Perusahaan Manufaktur MPMX berhasil mencatat laba bersih konsolidasian sebesar Rp336 miliar pada Semester I-2026. Angka ini meningkat 23 persen dibandingkan periode yang sama tahun sebelumnya. Meski demikian, pendapatan bersih yang mencapai Rp7,7 triliun mengalami penurunan tipis 1 persen YoY.
Inti artikel
- Perusahaan Manufaktur MPMX berhasil mencatat laba bersih konsolidasian sebesar Rp336 miliar pada Semester I-2026
- Angka ini meningkat 23 persen dibandingkan periode yang sama tahun sebelumnya
- Meski demikian, pendapatan bersih yang mencapai Rp7,7 triliun mengalami penurunan tipis 1 persen YoY
Keberhasilan mencatat profit lebih tinggi meski pendapatan relatif stabil ini menandakan hasil optimalisasi bisnis yang tepat. Manajemen fokus pada disiplin pengelolaan biaya dan penguatan bauran bisnis di berbagai lini.

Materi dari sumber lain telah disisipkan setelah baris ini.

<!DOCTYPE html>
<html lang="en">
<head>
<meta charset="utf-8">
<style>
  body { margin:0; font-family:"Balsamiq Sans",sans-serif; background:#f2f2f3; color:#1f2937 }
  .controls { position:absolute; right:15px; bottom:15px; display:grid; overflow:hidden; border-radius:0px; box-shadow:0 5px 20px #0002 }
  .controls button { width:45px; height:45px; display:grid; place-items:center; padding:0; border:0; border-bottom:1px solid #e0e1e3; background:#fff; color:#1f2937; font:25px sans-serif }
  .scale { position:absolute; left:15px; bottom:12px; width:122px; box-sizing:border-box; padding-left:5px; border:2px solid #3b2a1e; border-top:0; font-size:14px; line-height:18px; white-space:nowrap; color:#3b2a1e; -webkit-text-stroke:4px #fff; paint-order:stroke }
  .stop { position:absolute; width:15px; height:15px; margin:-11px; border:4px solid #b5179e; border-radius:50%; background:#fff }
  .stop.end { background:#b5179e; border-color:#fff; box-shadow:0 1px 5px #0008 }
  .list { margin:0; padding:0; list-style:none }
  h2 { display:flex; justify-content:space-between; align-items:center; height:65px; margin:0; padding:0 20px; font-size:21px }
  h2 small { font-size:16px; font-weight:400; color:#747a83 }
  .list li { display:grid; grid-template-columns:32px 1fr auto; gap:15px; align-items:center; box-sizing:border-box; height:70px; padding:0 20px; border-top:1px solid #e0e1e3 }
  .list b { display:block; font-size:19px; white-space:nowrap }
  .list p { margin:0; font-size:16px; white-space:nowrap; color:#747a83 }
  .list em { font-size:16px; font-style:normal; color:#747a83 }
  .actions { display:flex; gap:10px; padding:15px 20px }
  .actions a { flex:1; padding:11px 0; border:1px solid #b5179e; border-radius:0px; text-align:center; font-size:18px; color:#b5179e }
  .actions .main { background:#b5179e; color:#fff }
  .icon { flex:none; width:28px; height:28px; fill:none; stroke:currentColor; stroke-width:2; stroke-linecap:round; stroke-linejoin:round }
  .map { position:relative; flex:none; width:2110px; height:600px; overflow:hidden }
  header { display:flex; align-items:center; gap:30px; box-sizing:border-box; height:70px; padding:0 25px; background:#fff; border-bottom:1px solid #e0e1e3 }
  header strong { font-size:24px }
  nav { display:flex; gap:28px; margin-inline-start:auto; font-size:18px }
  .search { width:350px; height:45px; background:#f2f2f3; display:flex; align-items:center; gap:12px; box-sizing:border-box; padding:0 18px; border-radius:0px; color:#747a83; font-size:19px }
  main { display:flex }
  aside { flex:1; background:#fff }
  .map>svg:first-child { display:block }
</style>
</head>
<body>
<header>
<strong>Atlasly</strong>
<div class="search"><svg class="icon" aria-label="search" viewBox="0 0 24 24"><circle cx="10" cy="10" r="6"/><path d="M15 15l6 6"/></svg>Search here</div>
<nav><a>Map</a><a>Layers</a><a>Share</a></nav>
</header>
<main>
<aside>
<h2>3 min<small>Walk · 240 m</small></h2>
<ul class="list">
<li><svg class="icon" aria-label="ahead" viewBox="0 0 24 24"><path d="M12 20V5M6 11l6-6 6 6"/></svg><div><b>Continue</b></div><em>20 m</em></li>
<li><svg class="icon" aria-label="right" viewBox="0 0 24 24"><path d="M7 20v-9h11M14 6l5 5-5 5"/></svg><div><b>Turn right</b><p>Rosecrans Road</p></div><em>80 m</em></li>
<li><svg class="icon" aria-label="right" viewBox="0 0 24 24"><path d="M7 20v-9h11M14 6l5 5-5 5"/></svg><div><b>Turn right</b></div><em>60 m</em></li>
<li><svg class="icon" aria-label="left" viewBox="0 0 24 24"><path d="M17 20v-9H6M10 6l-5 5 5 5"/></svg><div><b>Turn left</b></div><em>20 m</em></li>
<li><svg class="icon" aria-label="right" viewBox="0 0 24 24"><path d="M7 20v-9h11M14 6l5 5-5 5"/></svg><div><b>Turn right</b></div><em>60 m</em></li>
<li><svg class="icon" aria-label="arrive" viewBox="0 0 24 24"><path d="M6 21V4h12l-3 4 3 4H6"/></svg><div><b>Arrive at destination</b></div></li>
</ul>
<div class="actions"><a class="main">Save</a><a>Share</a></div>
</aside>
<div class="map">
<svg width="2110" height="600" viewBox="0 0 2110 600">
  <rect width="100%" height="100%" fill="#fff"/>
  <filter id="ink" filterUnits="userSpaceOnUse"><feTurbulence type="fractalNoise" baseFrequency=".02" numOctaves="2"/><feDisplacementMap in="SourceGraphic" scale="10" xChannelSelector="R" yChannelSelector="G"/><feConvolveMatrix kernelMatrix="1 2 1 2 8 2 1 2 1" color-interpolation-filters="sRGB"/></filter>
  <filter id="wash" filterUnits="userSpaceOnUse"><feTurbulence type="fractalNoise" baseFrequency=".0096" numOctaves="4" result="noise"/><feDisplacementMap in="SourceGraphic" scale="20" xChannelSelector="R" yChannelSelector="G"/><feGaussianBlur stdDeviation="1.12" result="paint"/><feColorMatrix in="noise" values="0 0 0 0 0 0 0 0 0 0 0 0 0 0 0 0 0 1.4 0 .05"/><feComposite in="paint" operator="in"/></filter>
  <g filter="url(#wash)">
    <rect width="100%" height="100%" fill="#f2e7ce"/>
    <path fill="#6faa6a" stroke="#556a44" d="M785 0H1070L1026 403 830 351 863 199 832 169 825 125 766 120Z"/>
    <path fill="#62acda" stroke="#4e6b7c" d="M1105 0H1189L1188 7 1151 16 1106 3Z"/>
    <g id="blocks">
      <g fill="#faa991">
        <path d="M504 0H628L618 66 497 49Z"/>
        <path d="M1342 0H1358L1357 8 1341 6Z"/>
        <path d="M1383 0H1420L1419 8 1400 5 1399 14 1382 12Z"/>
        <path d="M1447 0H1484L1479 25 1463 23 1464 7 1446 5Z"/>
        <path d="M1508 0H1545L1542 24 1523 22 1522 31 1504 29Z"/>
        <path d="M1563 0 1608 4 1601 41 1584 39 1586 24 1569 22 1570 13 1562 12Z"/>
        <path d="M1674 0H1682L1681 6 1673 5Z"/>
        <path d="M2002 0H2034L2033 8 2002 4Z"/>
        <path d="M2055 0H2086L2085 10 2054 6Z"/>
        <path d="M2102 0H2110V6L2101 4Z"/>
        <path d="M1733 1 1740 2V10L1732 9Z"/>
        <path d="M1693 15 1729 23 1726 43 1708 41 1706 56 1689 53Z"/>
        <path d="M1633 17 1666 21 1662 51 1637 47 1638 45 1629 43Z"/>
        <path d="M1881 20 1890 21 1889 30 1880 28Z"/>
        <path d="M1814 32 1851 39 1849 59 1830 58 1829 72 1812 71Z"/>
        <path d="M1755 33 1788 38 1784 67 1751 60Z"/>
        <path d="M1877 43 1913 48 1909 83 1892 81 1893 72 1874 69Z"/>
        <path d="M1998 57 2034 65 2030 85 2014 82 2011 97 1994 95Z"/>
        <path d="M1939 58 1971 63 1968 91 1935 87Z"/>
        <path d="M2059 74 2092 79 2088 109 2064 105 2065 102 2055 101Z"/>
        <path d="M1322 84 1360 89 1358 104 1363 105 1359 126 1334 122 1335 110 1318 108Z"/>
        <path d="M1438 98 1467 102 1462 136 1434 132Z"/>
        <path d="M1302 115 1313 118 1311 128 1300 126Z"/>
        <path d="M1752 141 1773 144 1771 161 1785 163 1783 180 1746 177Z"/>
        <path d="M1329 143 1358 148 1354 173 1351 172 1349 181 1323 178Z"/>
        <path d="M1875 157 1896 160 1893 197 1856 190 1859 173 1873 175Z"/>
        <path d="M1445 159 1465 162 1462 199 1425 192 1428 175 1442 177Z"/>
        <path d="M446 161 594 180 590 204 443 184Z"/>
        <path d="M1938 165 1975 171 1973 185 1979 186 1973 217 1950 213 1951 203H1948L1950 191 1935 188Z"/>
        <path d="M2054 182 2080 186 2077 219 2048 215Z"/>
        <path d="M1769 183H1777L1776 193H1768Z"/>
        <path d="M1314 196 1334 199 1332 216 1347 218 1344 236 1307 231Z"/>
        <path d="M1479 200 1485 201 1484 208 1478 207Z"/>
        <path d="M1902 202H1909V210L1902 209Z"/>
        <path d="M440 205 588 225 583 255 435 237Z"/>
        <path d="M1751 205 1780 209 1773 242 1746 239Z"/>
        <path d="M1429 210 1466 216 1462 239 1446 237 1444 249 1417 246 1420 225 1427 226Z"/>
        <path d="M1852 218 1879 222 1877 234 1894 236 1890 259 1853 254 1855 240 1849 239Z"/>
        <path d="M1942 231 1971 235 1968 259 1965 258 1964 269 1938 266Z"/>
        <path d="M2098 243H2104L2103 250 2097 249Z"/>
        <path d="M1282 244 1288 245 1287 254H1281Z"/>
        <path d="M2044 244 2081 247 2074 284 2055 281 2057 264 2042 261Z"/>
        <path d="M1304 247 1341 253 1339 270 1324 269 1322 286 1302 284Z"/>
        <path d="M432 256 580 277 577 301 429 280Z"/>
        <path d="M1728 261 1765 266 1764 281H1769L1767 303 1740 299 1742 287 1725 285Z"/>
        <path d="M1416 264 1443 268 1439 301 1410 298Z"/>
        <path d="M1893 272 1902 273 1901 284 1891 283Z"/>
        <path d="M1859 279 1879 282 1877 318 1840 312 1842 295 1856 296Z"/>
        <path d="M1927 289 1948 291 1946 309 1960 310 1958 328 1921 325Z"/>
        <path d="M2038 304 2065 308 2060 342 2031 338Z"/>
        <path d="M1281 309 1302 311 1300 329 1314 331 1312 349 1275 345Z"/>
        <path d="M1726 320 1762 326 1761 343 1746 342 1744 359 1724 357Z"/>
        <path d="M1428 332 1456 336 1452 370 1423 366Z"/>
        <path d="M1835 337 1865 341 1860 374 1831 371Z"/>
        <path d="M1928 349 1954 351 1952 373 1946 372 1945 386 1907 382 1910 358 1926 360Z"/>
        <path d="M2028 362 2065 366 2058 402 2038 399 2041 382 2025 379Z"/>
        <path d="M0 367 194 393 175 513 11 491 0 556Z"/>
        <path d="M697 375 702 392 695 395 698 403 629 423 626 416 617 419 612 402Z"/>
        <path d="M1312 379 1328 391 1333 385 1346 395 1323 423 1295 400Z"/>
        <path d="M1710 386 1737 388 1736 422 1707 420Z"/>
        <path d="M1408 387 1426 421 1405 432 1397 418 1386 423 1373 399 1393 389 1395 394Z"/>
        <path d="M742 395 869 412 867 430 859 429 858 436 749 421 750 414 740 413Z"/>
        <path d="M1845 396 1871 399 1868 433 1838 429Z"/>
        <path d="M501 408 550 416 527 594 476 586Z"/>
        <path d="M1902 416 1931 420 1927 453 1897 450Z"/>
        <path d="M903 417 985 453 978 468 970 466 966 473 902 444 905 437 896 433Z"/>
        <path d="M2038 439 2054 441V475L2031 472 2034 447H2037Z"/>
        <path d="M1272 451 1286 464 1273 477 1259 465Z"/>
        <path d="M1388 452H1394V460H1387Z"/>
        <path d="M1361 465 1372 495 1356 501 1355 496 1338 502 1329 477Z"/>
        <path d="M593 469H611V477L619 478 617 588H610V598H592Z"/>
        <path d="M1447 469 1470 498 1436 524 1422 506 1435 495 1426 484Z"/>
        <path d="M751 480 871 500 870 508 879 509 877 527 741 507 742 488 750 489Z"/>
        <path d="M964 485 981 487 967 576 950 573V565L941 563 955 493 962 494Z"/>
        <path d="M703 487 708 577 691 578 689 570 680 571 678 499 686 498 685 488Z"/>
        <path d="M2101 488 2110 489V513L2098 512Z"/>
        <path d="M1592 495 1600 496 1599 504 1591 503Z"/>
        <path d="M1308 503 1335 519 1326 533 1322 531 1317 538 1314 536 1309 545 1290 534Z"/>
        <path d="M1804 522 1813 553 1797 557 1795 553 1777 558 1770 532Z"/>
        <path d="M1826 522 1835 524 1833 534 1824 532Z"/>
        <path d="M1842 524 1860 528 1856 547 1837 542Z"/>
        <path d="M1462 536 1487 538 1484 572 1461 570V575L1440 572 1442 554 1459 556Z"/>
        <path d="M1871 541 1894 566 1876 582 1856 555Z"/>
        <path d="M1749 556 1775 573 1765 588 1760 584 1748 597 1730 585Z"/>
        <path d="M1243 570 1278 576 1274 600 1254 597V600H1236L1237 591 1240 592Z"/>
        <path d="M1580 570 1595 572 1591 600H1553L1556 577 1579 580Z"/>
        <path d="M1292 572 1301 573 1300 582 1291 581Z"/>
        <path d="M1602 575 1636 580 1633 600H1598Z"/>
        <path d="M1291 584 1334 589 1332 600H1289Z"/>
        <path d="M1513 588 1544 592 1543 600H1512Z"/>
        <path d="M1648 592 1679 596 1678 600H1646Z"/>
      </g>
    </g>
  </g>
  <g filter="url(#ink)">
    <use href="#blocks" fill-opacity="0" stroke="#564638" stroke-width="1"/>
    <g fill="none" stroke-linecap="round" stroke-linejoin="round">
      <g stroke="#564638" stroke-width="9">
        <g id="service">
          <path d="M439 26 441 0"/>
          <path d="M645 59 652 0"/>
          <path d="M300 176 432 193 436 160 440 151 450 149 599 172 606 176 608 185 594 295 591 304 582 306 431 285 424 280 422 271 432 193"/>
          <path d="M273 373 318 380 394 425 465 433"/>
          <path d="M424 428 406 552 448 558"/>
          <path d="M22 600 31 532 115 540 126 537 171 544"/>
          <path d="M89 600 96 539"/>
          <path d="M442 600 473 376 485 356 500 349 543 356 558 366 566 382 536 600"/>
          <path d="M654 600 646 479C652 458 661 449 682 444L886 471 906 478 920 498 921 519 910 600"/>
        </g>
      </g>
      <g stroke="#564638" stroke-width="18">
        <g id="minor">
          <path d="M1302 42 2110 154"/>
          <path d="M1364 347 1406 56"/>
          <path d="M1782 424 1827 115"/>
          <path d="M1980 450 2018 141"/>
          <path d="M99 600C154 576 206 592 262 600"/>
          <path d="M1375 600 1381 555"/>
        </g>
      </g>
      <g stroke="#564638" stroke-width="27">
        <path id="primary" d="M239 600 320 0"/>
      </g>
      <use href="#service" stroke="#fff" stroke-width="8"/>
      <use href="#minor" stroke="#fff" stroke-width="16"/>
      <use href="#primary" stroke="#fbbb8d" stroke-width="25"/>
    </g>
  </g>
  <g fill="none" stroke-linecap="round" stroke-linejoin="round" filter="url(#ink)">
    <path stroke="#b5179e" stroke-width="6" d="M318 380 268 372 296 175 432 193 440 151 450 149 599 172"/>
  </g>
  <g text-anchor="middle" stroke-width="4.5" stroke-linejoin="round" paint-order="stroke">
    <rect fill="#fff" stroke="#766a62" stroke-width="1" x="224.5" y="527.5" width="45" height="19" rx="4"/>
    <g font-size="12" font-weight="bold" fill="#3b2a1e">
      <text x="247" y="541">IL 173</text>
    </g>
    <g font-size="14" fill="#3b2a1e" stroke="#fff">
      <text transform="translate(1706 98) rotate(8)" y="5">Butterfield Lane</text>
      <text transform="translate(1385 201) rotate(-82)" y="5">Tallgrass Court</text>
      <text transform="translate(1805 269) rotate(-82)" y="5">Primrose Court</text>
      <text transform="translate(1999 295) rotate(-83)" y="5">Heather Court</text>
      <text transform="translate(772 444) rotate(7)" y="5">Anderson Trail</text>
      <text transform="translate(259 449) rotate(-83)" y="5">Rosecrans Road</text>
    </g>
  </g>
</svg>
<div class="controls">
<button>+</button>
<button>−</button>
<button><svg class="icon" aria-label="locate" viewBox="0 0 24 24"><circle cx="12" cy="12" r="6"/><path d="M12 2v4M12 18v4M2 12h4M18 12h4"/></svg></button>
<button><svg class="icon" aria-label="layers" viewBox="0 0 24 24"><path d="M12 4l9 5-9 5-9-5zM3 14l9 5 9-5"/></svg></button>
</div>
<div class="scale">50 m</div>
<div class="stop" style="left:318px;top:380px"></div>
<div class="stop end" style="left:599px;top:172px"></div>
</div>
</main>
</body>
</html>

Kinerja Keuangan Semester I-2026
Laba kotor MPMX naik 6 persen YoY menjadi Rp691 miliar. Laba usaha meningkat tajam 25 persen menjadi Rp366 miliar. Margin laba bersih yang membaik ke 4,4 persen juga mencerminkan efisiensi operasional yang lebih baik.
Berikut ringkasan lengkap perbandingan YoY laba dan margin untuk analisis cepat:
| Indikator | Semester I-2026 | Semester I-2025 | Perubahan YoY |
|---|---|---|---|
| Laba Bersih Konsolidasian | Rp336 miliar | Rp274 miliar | +23% |
| Pendapatan Bersih | Rp7,7 triliun | Rp7,8 triliun | -1% |
| Laba Kotor | Rp691 miliar | Rp651 miliar | +6% |
| Laba Usaha | Rp366 miliar | Rp293 miliar | +25% |
| Margin Laba Bersih | 4,4% | 3,5% | +0,9% |
| Margin Laba Kotor | 9% | 8,4% | +0,6% |
Strategi pengendalian biaya menjadi pendorong utama peningkatan margin. Fokus pada kualitas pertumbuhan mulai terlihat dari hasil di atas angka.
Segmen Distribusi dan Ritel yang Stabil

Segmen distribusi dan ritel MPMX menunjukkan ketahanan yang kuat. Pendapatan segmen ini mencapai Rp7,3 triliun, turun hanya 0,4 persen YoY. Pendekatan ritel yang mengimbangi distribusi menjaga kontribusi tetap dominan.
CFO Beatrice Kartika menegaskan disiplin pengelolaan biaya dan optimalisasi bauran bisnis menjadi kunci stabilitas. Segmen ini membantu perusahaan menjaga arus kas meski pasar mengalami tekanan.
Dinamika Bisnis Asuransi, Rental, dan Pembiayaan

Hasil jasa asuransi naik 4 persen YoY ke Rp77 miliar. Sementara itu, segmen pembiayaan berhasil menurunkan rugi bersih hingga 58 persen YoY berkat penguatan portofolio dan fokus kualitas.
Optimalisasi bauran bisnis di ketiga lini ini menghasilkan perbaikan profitabilitas. Margin laba kotor mencapai 9 persen dan margin laba usaha 4,7 persen, yang menunjukkan efisiensi lebih baik di seluruh operasi.
Perspektif Ke Depan MPMX
Manajemen MPMX melihat prospek positif untuk periode mendatang. Strategi disiplin biaya dan optimalisasi portofolio terus didorong agar fokus kualitas pertumbuhan memberikan hasil lebih besar.
Perusahaan terus mengeksplorasi peluang di berbagai lini bisnis untuk memperkuat posisi di pasar. Hasil Semester I-2026 menjadi fondasi bagi rencana ekspansi selanjutnya.